There is no reason a company offering you a loan should tell you not to pay your bills, and so if they do, that's a major warning, But many debt-settlement companies, even the ethical ones, counsel clients to put money into an account to use as a bargaining chip in getting the creditor to settle for a lower lump sum.

Regardless, you risk being sued if you aren't paying your bills, so you may see it as a red flag even if you're dealing with a reputable debt-settlement firm. Credit-counseling companies should pay the debts you owe, provided you're sending them money every month.

In fact, most credit counselors who create a DMP will have your bills sent directly to their office.

Don't blindly accept monthly statements created by the credit counselor as proof they're taking your money and paying your bills. Go online and look at your credit card statements to confirm that the payments are being made.

Red flag 4. They require a minimum amount of debt.
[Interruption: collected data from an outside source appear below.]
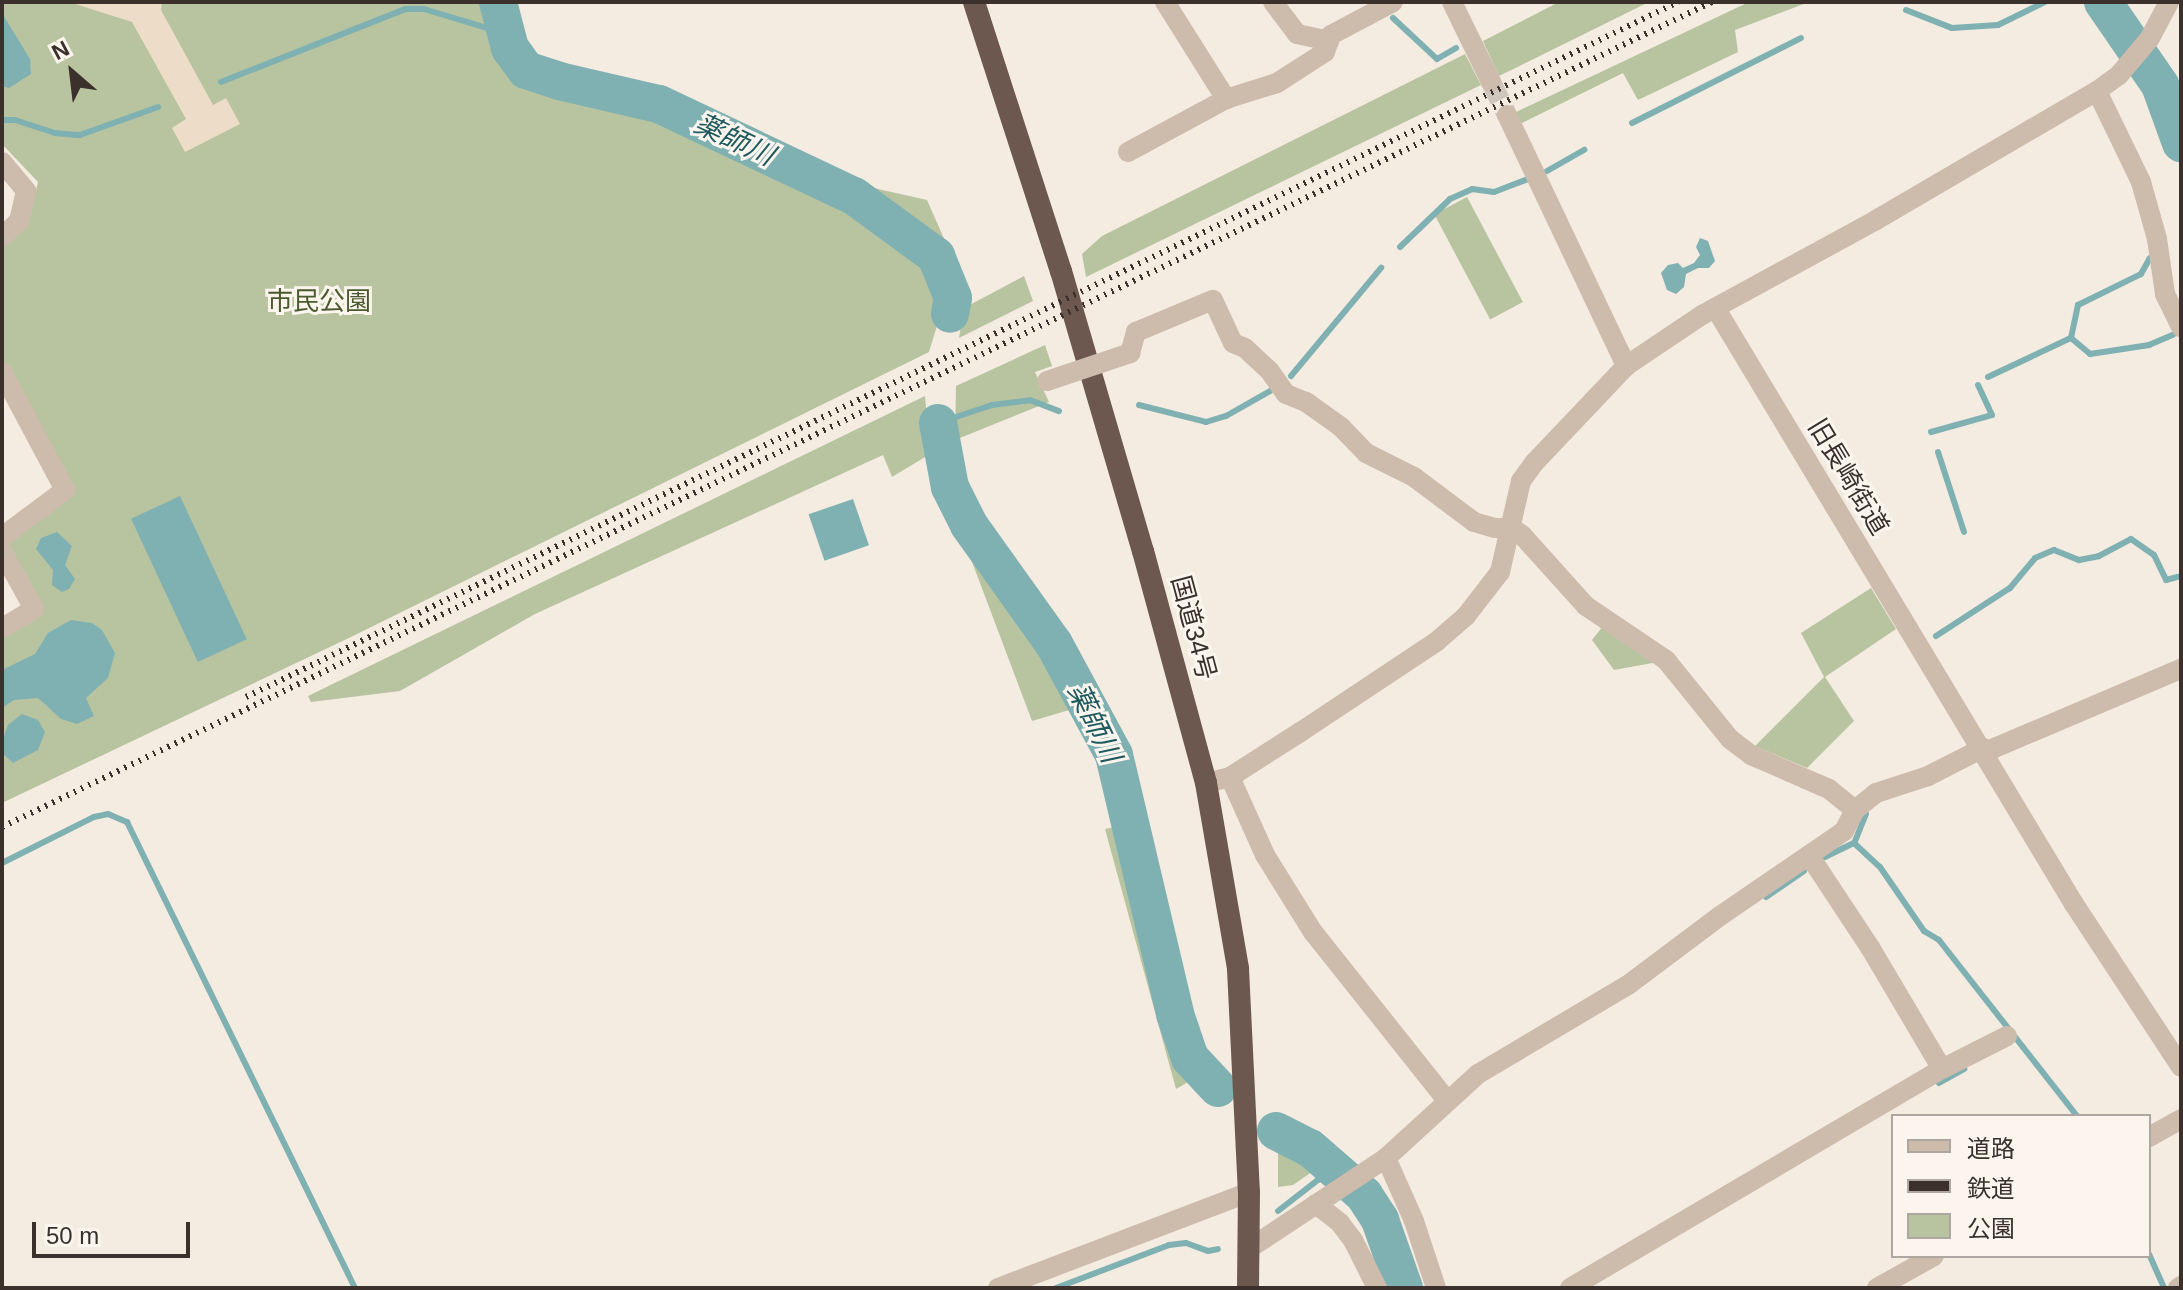 <!DOCTYPE html>
<meta charset="utf-8">
<style>
body{margin:0}
#map{position:relative;width:2183px;height:1290px;overflow:hidden;background:#f4ebe1;font-family:Arial,"Noto Sans JP",sans-serif}
div>[style]{position:absolute}
[style*='--x']{left:calc(var(--x)*1px);top:calc(var(--y)*1px);width:calc(var(--w)*1px);rotate:calc(var(--a)*1deg)}
.green>*{inset:0;background:#b8c4a0;transform-origin:0 0}
.plaza>*{inset:0;background:#ecdcc8}
.water>*{inset:0;background:#7fb0b2;transform-origin:0 0}
.stream>*{height:6px;margin:-3px;padding:0 3px;transform-origin:3px;border-radius:3px;background:#7fb0b2}
.river>*{height:38px;margin:-19px;padding:0 19px;transform-origin:19px;border-radius:19px;background:#7fb0b2}
.minor-tunnel>*{height:20px;margin-top:-10px;transform-origin:0;background:repeating-linear-gradient(90deg,#cfc6bd 0 20px,transparent 0 30px)}
.minor>*{height:20px;margin:-10px;padding:0 10px;transform-origin:10px;border-radius:10px;background:#cdbbac}
.tertiary>*{height:20px;margin:-10px;padding:0 10px;transform-origin:10px;border-radius:10px;background:#cdbbac}
.trunk>*{height:22px;margin:-11px;padding:0 11px;transform-origin:11px;border-radius:11px;background:#6c584f}
.rail>*{height:6px;margin-top:-3px;transform-origin:0;background:repeating-linear-gradient(90deg,#3b302b 0 2px,transparent 0 8px)}
.minor-bridge>*{height:20px;margin:-10px;padding:0 10px;transform-origin:10px;border-radius:10px;background:#cdbbac}
span{translate:-50% -50%;white-space:nowrap;text-align:center;line-height:1.15;-webkit-text-stroke:6px #fbf5ee;paint-order:stroke}
.park-label{font-size:26px;color:#4a5a2e}
.street-label{font-size:26px;color:#3b302b}
.water-label{font-size:28px;color:#1f5a5e;font-style:italic}
.frame{position:absolute;inset:0;border:4px solid #3b302b;pointer-events:none}
.legend{position:absolute;left:1891px;top:1114px;width:260px;height:144px;box-sizing:border-box;background:#fbf5ee;border:2px solid #aea6a0;margin:0;padding:10px 14px;list-style:none;font-size:24px;color:#3b302b}
.legend li{display:flex;align-items:center;gap:16px;height:40px}
.legend b{width:40px;border:2px solid #aea6a0}
.north{position:absolute;left:32px;top:32px;width:80px;height:80px;-webkit-text-stroke:6px #fbf5ee;paint-order:stroke;rotate:332deg;font-size:22px;font-weight:700;line-height:32px;text-align:center;color:#3b302b}
.north::after{content:'';display:block;margin:auto;width:28px;height:36px;background:#3b302b;clip-path:polygon(50% 0,100% 100%,50% 72%,0 100%)}
.scale{position:absolute;left:32px;top:1222px;width:158px;height:36px;box-sizing:border-box;border:4px solid #3b302b;border-top:0;padding-left:10px;font-size:24px;line-height:28px;white-space:nowrap;color:#3b302b;-webkit-text-stroke:6px #fbf5ee;paint-order:stroke}
</style>
<div id="map">
<div class="green">
<div style="clip-path:polygon(2px 2px,490px 2px,507px 57px,526px 75px,664px 118px,831px 194px,927px 261px,939px 284px,940px 316px,929px 352px,353px 636px,2px 803px,2px 635px,43px 611px,6px 547px,9px 539px,74px 494px,2px 359px,2px 247px,28px 224px,38px 182px,2px 144px)"></div>
<div style="clip-path:polygon(1559px 2px,1649px 2px,1499px 76px,1483px 41px)"></div>
<div style="clip-path:polygon(1749px 2px,1809px 2px,1735px 30px,1738px 52px,1638px 100px,1623px 73px,1520px 124px,1514px 113px)"></div>
<div style="clip-path:polygon(1465px 54px,1481px 85px,1086px 277px,1082px 254px,1102px 236px)"></div>
<div style="clip-path:polygon(856px 184px,927px 200px,949px 250px)"></div>
<div style="left:1467px;top:197px;width:119px;height:37px;rotate:62deg"></div>
<div style="clip-path:polygon(1024px 276px,1033px 301px,959px 338px,964px 308px)"></div>
<div style="clip-path:polygon(1045px 345px,1052px 366px,1035px 372px,1049px 402px,955px 440px,956px 386px)"></div>
<div style="clip-path:polygon(925px 396px,930px 454px,892px 477px,883px 455px,535px 614px,400px 691px,311px 702px,308px 696px)"></div>
<div style="clip-path:polygon(963px 538px,1038px 638px,1076px 708px,1032px 721px)"></div>
<div style="clip-path:polygon(1871px 588px,1896px 629px,1825px 677px,1854px 721px,1807px 768px,1755px 746px,1824px 677px,1801px 633px)"></div>
<div style="clip-path:polygon(1603px 626px,1658px 662px,1614px 670px,1592px 640px)"></div>
<div style="clip-path:polygon(1119px 826px,1165px 1018px,1190px 1081px,1176px 1089px,1105px 829px)"></div>
<div style="clip-path:polygon(1292px 1149px,1315px 1160px,1316px 1169px,1293px 1185px,1278px 1187px,1278px 1151px)"></div>
</div>
<div class="plaza">
<div style="clip-path:polygon(69px 2px,162px 2px,161px 10px,213px 105px,226px 98px,240px 124px,185px 152px,172px 128px,186px 119px,132px 22px)"></div>
</div>
<div class="water">
<div style="clip-path:polygon(2px 13px,30px 59px,31px 74px,9px 88px,2px 86px)"></div>
<div style="clip-path:polygon(1700px 238px,1708px 241px,1715px 261px,1709px 268px,1698px 268px,1686px 274px,1684px 287px,1676px 294px,1667px 290px,1661px 273px,1668px 265px,1678px 263px,1683px 268px,1694px 263px,1700px 255px,1696px 247px)"></div>
<div style="left:180px;top:496px;width:158px;height:54px;rotate:65deg"></div>
<div style="left:853px;top:499px;width:49px;height:47px;rotate:71deg"></div>
<div style="clip-path:polygon(57px 532px,72px 546px,65px 565px,75px 579px,69px 589px,62px 592px,52px 585px,53px 570px,36px 549px,41px 538px)"></div>
<div style="clip-path:polygon(71px 620px,92px 623px,102px 630px,115px 653px,108px 678px,86px 698px,94px 716px,77px 724px,61px 719px,38px 698px,14px 700px,2px 708px,2px 670px,35px 654px,48px 633px)"></div>
<div style="clip-path:polygon(22px 714px,38px 720px,45px 732px,38px 750px,13px 763px,2px 753px,2px 741px,8px 725px)"></div>
</div>
<div class="stream">
<div style="--x:1906;--y:10;--w:49;--a:21.4"></div>
<div style="--x:1952;--y:28;--w:46;--a:-3.7"></div>
<div style="--x:1998;--y:25;--w:52;--a:-26.1"></div>
<div style="--x:1393;--y:18;--w:60;--a:43"></div>
<div style="--x:1437;--y:59;--w:22;--a:-30"></div>
<div style="--x:221;--y:82;--w:198;--a:-21.6"></div>
<div style="--x:405;--y:9;--w:19;--a:0"></div>
<div style="--x:424;--y:9;--w:87;--a:16.8"></div>
<div style="--x:2;--y:120;--w:13;--a:0"></div>
<div style="--x:15;--y:120;--w:42;--a:18"></div>
<div style="--x:55;--y:133;--w:25;--a:5"></div>
<div style="--x:80;--y:135;--w:83;--a:-19.7"></div>
<div style="--x:1632;--y:123;--w:189;--a:-26.7"></div>
<div style="--x:1547;--y:171;--w:43;--a:-29.6"></div>
<div style="--x:1400;--y:247;--w:69;--a:-43.8"></div>
<div style="--x:1450;--y:199;--w:24;--a:-24"></div>
<div style="--x:1472;--y:189;--w:22;--a:8"></div>
<div style="--x:1494;--y:192;--w:36;--a:-21"></div>
<div style="--x:2071;--y:338;--w:34;--a:-78"></div>
<div style="--x:2078;--y:305;--w:70;--a:-26.2"></div>
<div style="--x:2141;--y:274;--w:18;--a:-61"></div>
<div style="--x:1291;--y:376;--w:141;--a:-50.2"></div>
<div style="--x:1988;--y:377;--w:92;--a:-25.2"></div>
<div style="--x:2071;--y:338;--w:25;--a:40"></div>
<div style="--x:2090;--y:354;--w:60;--a:-8.7"></div>
<div style="--x:2149;--y:345;--w:26;--a:-23"></div>
<div style="--x:1139;--y:405;--w:69;--a:14.2"></div>
<div style="--x:1206;--y:422;--w:21;--a:-17"></div>
<div style="--x:1226;--y:416;--w:51;--a:-29.6"></div>
<div style="--x:938;--y:423;--w:57;--a:-18.4"></div>
<div style="--x:992;--y:405;--w:38;--a:-7"></div>
<div style="--x:1030;--y:400;--w:31;--a:21"></div>
<div style="--x:1931;--y:432;--w:63;--a:-15.6"></div>
<div style="--x:1992;--y:415;--w:33;--a:-115"></div>
<div style="--x:1938;--y:452;--w:84;--a:72"></div>
<div style="--x:1936;--y:636;--w:88;--a:-33"></div>
<div style="--x:2010;--y:588;--w:39;--a:-50"></div>
<div style="--x:2035;--y:558;--w:21;--a:-23"></div>
<div style="--x:2054;--y:550;--w:27;--a:22"></div>
<div style="--x:2079;--y:560;--w:20;--a:-11"></div>
<div style="--x:2099;--y:556;--w:36;--a:-28"></div>
<div style="--x:2131;--y:539;--w:28;--a:35"></div>
<div style="--x:2154;--y:555;--w:28;--a:64"></div>
<div style="--x:2166;--y:580;--w:16;--a:-15"></div>
<div style="--x:1866;--y:814;--w:31;--a:112"></div>
<div style="--x:1854;--y:843;--w:35;--a:43"></div>
<div style="--x:1880;--y:867;--w:78;--a:55.5"></div>
<div style="--x:1924;--y:931;--w:17;--a:31"></div>
<div style="--x:1939;--y:940;--w:224;--a:51.9"></div>
<div style="--x:1825;--y:857;--w:32;--a:-26"></div>
<div style="--x:2;--y:863;--w:103;--a:-26.6"></div>
<div style="--x:94;--y:817;--w:14;--a:-12"></div>
<div style="--x:108;--y:814;--w:21;--a:23"></div>
<div style="--x:127;--y:822;--w:519;--a:63.93"></div>
<div style="--x:1766;--y:897;--w:46;--a:-34.4"></div>
<div style="--x:1939;--y:1083;--w:29;--a:-29"></div>
<div style="--x:1278;--y:1211;--w:51;--a:-37.8"></div>
<div style="--x:1318;--y:1180;--w:25;--a:-21"></div>
<div style="--x:2149;--y:1254;--w:36;--a:66"></div>
<div style="--x:1056;--y:1288;--w:121;--a:-20.8"></div>
<div style="--x:1169;--y:1245;--w:17;--a:-7"></div>
<div style="--x:1186;--y:1243;--w:23;--a:20"></div>
<div style="--x:1208;--y:1251;--w:10;--a:-11"></div>
</div>
<div class="river">
<div style="--x:498;--y:2;--w:48;--a:75.4"></div>
<div style="--x:510;--y:48;--w:27;--a:54"></div>
<div style="--x:526;--y:70;--w:35;--a:18"></div>
<div style="--x:559;--y:81;--w:103;--a:13"></div>
<div style="--x:659;--y:104;--w:216;--a:25.3"></div>
<div style="--x:854;--y:196;--w:102;--a:36.2"></div>
<div style="--x:936;--y:256;--w:45;--a:68"></div>
<div style="--x:953;--y:298;--w:16;--a:101"></div>
<div style="--x:2103;--y:2;--w:101;--a:55.5"></div>
<div style="--x:2160;--y:85;--w:62;--a:70.1"></div>
<div style="--x:938;--y:423;--w:65;--a:79.4"></div>
<div style="--x:950;--y:487;--w:42;--a:63.4"></div>
<div style="--x:969;--y:525;--w:146;--a:54.5"></div>
<div style="--x:1054;--y:644;--w:126;--a:61.6"></div>
<div style="--x:1114;--y:755;--w:266;--a:76.7"></div>
<div style="--x:1175;--y:1014;--w:46;--a:71.2"></div>
<div style="--x:1190;--y:1058;--w:41;--a:47"></div>
<div style="--x:1276;--y:1131;--w:38;--a:27"></div>
<div style="--x:1310;--y:1148;--w:72;--a:41"></div>
<div style="--x:1364;--y:1195;--w:30;--a:57"></div>
<div style="--x:1380;--y:1220;--w:72;--a:70.6"></div>
</div>
<div class="minor-tunnel">
<div style="--x:1491;--y:82;--w:37;--a:64"></div>
</div>
<div class="minor">
<div style="--x:1165;--y:2;--w:115;--a:57.8"></div>
<div style="--x:1273;--y:2;--w:40;--a:53"></div>
<div style="--x:1297;--y:34;--w:33;--a:12"></div>
<div style="--x:1452;--y:2;--w:89;--a:64"></div>
<div style="--x:2097;--y:91;--w:101;--a:64.2"></div>
<div style="--x:2141;--y:182;--w:59;--a:74.3"></div>
<div style="--x:2157;--y:239;--w:56;--a:81.7"></div>
<div style="--x:2165;--y:294;--w:37;--a:64"></div>
<div style="--x:1507;--y:115;--w:278;--a:64.6"></div>
<div style="--x:1128;--y:152;--w:111;--a:-28.4"></div>
<div style="--x:1226;--y:99;--w:53;--a:-17.4"></div>
<div style="--x:1277;--y:83;--w:57;--a:-32.9"></div>
<div style="--x:1325;--y:52;--w:18;--a:-71"></div>
<div style="--x:1331;--y:35;--w:70;--a:-28"></div>
<div style="--x:2;--y:162;--w:38;--a:50"></div>
<div style="--x:26;--y:191;--w:31;--a:103"></div>
<div style="--x:19;--y:221;--w:23;--a:137"></div>
<div style="--x:1716;--y:309;--w:694;--a:58.97"></div>
<div style="--x:2074;--y:904;--w:195;--a:56.7"></div>
<div style="--x:1130;--y:353;--w:22;--a:-74"></div>
<div style="--x:1136;--y:332;--w:83;--a:-22.6"></div>
<div style="--x:1213;--y:300;--w:47;--a:65.1"></div>
<div style="--x:1233;--y:343;--w:13;--a:23"></div>
<div style="--x:1245;--y:348;--w:33;--a:43"></div>
<div style="--x:1269;--y:370;--w:29;--a:55"></div>
<div style="--x:1286;--y:394;--w:22;--a:22"></div>
<div style="--x:1306;--y:402;--w:43;--a:35.5"></div>
<div style="--x:1341;--y:427;--w:36;--a:46"></div>
<div style="--x:1366;--y:453;--w:54;--a:26.6"></div>
<div style="--x:1414;--y:477;--w:75;--a:36.9"></div>
<div style="--x:1474;--y:522;--w:22;--a:16"></div>
<div style="--x:1495;--y:528;--w:17;--a:0"></div>
<div style="--x:1512;--y:528;--w:12;--a:35"></div>
<div style="--x:1522;--y:535;--w:96;--a:48"></div>
<div style="--x:1586;--y:606;--w:97;--a:34"></div>
<div style="--x:1666;--y:660;--w:102;--a:51"></div>
<div style="--x:1730;--y:739;--w:26;--a:37"></div>
<div style="--x:1751;--y:755;--w:85;--a:23.6"></div>
<div style="--x:1829;--y:789;--w:33;--a:39"></div>
<div style="--x:2;--y:372;--w:134;--a:61.9"></div>
<div style="--x:65;--y:490;--w:79;--a:143.3"></div>
<div style="--x:2;--y:551;--w:66;--a:61.1"></div>
<div style="--x:34;--y:609;--w:37;--a:149"></div>
<div style="--x:1985;--y:752;--w:213;--a:-23"></div>
<div style="--x:1230;--y:777;--w:85;--a:65.8"></div>
<div style="--x:1265;--y:855;--w:91;--a:58.1"></div>
<div style="--x:1313;--y:932;--w:213;--a:51.5"></div>
<div style="--x:1206;--y:783;--w:25;--a:-14"></div>
<div style="--x:1230;--y:777;--w:85;--a:-32.6"></div>
<div style="--x:1302;--y:731;--w:161;--a:-33.6"></div>
<div style="--x:1436;--y:642;--w:40;--a:-41"></div>
<div style="--x:1466;--y:616;--w:56;--a:-52.3"></div>
<div style="--x:1500;--y:572;--w:93;--a:-77"></div>
<div style="--x:1521;--y:481;--w:22;--a:-54"></div>
<div style="--x:1534;--y:463;--w:134;--a:-46.5"></div>
<div style="--x:1626;--y:366;--w:92;--a:-33.9"></div>
<div style="--x:1702;--y:315;--w:198;--a:-28.6"></div>
<div style="--x:1876;--y:220;--w:256;--a:-30.3"></div>
<div style="--x:2097;--y:91;--w:27;--a:-36"></div>
<div style="--x:2119;--y:75;--w:48;--a:-50"></div>
<div style="--x:2150;--y:38;--w:41;--a:-62.2"></div>
<div style="--x:1809;--y:855;--w:113;--a:56.6"></div>
<div style="--x:1871;--y:949;--w:139;--a:59.4"></div>
<div style="--x:2149;--y:1137;--w:37;--a:-29"></div>
<div style="--x:1386;--y:1158;--w:69;--a:66"></div>
<div style="--x:1414;--y:1221;--w:71;--a:71.8"></div>
<div style="--x:1316;--y:1204;--w:31;--a:38"></div>
<div style="--x:1340;--y:1223;--w:21;--a:53"></div>
<div style="--x:1353;--y:1240;--w:54;--a:63.4"></div>
<div style="--x:1250;--y:1248;--w:163;--a:-33.5"></div>
<div style="--x:1386;--y:1158;--w:125;--a:-42.4"></div>
<div style="--x:1478;--y:1074;--w:174;--a:-30.7"></div>
<div style="--x:1628;--y:985;--w:115;--a:-36.9"></div>
<div style="--x:1720;--y:916;--w:150;--a:-34.4"></div>
<div style="--x:1844;--y:831;--w:24;--a:-62"></div>
<div style="--x:1855;--y:810;--w:27;--a:-39"></div>
<div style="--x:1876;--y:793;--w:55;--a:-18.1"></div>
<div style="--x:1928;--y:776;--w:62;--a:-27"></div>
<div style="--x:1570;--y:1288;--w:432;--a:-30.5"></div>
<div style="--x:1942;--y:1069;--w:73;--a:-26.9"></div>
<div style="--x:1877;--y:1288;--w:65;--a:-29.3"></div>
<div style="--x:2178;--y:1288;--w:4;--a:-34"></div>
</div>
<div class="tertiary">
<div style="--x:998;--y:1288;--w:269;--a:-20.9"></div>
</div>
<div class="trunk">
<div style="--x:974;--y:2;--w:283;--a:72.1"></div>
<div style="--x:1061;--y:271;--w:292;--a:73.7"></div>
<div style="--x:1143;--y:551;--w:240;--a:74.8"></div>
<div style="--x:1206;--y:783;--w:189;--a:80.2"></div>
<div style="--x:1238;--y:969;--w:223;--a:87.2"></div>
<div style="--x:1249;--y:1192;--w:96;--a:90.6"></div>
</div>
<div class="rail">
<div style="--x:246;--y:697;--w:1592;--a:-25.89"></div>
<div style="--x:2;--y:827;--w:1899;--a:-25.76"></div>
</div>
<div class="minor-bridge">
<div style="--x:1047;--y:381;--w:88;--a:-18.6"></div>
</div>
<div class="park-label">
<span style="left:319px;top:302px">市民公園</span>
</div>
<div class="street-label">
<span style="left:1848px;top:477px;rotate:59deg">旧長崎街道</span>
<span style="left:1193px;top:628px;rotate:75deg">国道34号</span>
</div>
<div class="water-label">
<span style="left:734px;top:140px;rotate:25deg">薬師川</span>
<span style="left:1094px;top:723px;rotate:64deg">薬師川</span>
</div>
<div class="frame"></div>
<ul class="legend">
<li><b style="height:10px;background:#cdbbac"></b>道路</li>
<li><b style="height:10px;background:#3b302b"></b>鉄道</li>
<li><b style="height:22px;background:#b8c4a0"></b>公園</li>
</ul>
<div class="north">N</div>
<div class="scale">50 m</div>
</div>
You should be concerned if the TV ads say, "If you have at least $5,000 in debt, call us," or you receive a telephone solicitation that promises, "We can help if you owe $10,000 or more."

A legitimate agency will be willing to work with you regardless of what you owe. The bad players can't make enough money off customers who only owe a few thousand dollars.

Red flag 5. You're offered a debt-consolidation loan.

It sounds great in practice -- pay off all those nerve-wracking debts and just have one payment -- and some companies that offer credit counseling and debt settlement also have debt-consolidation programs. But good loans are hard to come by.

Unless you have good credit, don't even bother looking for one of these. You won't find a good one.

If you manage to find a good loan, it will have a low interest rate, low enough that when you tally up how long it'll take to pay it off, you'll pay less than it would have taken to pay off the current debts.

Bad loans look good, but mathematically they're devastating. You may pay less per month but over a longer period of time, meaning you could pay thousands of dollars more than you would have if you had stuck with the original debt.

And if you're asked to pay any fee to get a debt-consolidation loan, or if a company wants you to open a line of credit or a second mortgage to pay off your debts, you should ask your state's attorney general to check out your new friends.

If you've already fallen in with the wrong folks, here's how to extract yourself:

Smart move 1. Cut off fraudulent counselors immediately.

If they haven't paid your creditors, or haven't paid them the full amount they said they would, stop paying them. They've broken their agreement with you.

Then report them to your state's attorney general.

Smart move 2. For everyone else, follow the termination process in your contract.

As you might expect, bad counselors charge cancellation fees if you terminate the service.

Know what they are and be prepared to challenge any attempt to charge more.

Send written notification by certified mail of your intent to cancel. That will ensure that the agency receives it, and they won't be able to claim they didn't.

Call your creditors and have your bills routed back to your address.

Smart move 3. Sign up with a good counselor.

We recommend Cunningham's group, the National Foundation for Credit Counseling.

Its 120 member agencies abide by a set of professional and ethical standards that have served many individuals and families well over the past 50 years.